▶ WHAT YOU HAVE TO DO
Your response should contain each line of the data that includes "Itaguajé".

▶ Records from a data source
□ □ □

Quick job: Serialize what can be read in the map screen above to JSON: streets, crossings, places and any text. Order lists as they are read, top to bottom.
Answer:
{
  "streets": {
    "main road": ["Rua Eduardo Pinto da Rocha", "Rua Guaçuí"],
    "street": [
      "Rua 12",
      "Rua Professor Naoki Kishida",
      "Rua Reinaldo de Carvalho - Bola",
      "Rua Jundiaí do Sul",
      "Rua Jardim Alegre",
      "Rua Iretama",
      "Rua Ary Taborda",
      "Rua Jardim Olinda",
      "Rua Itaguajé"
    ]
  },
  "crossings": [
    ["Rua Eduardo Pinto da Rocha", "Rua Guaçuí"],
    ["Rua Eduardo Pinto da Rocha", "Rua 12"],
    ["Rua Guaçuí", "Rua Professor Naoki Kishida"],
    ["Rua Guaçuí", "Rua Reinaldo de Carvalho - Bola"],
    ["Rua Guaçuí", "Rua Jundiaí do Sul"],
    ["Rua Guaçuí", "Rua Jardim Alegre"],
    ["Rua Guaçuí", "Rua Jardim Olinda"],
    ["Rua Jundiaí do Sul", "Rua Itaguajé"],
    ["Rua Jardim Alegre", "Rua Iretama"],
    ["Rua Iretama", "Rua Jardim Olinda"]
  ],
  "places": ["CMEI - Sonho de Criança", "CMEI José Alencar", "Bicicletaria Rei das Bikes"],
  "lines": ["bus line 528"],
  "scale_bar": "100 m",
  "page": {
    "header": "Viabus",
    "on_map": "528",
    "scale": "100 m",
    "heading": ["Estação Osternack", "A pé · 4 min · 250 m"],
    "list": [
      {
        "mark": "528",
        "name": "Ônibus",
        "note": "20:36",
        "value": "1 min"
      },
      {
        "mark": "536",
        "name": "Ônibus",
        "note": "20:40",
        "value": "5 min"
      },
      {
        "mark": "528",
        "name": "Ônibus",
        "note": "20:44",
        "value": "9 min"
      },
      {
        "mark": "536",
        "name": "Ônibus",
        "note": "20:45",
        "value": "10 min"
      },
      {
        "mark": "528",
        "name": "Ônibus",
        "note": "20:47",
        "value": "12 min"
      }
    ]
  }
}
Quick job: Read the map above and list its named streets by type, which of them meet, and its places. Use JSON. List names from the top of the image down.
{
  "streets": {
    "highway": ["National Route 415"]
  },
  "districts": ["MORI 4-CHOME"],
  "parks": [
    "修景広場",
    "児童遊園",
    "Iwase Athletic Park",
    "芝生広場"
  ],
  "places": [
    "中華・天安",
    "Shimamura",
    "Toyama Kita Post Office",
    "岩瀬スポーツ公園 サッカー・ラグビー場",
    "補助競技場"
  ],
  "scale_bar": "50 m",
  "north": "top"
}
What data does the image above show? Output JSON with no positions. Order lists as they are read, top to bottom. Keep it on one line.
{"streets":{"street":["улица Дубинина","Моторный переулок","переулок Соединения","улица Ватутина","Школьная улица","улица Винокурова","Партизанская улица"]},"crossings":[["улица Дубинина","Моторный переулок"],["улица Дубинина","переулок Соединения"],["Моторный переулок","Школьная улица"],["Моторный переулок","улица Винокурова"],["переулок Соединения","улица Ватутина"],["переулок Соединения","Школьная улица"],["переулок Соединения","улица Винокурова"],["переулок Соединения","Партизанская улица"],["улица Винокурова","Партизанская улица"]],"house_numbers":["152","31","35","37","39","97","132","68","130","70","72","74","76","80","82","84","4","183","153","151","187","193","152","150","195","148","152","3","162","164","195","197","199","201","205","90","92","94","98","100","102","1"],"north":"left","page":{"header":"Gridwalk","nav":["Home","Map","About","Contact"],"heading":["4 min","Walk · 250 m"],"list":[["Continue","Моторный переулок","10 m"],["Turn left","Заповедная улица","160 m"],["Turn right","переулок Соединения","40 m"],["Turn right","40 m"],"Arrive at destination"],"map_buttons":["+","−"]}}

□ □ □

▶ SOLVED PROBLEM
      "Rua Itaguajé"
    ["Rua Jundiaí do Sul", "Rua Itaguajé"],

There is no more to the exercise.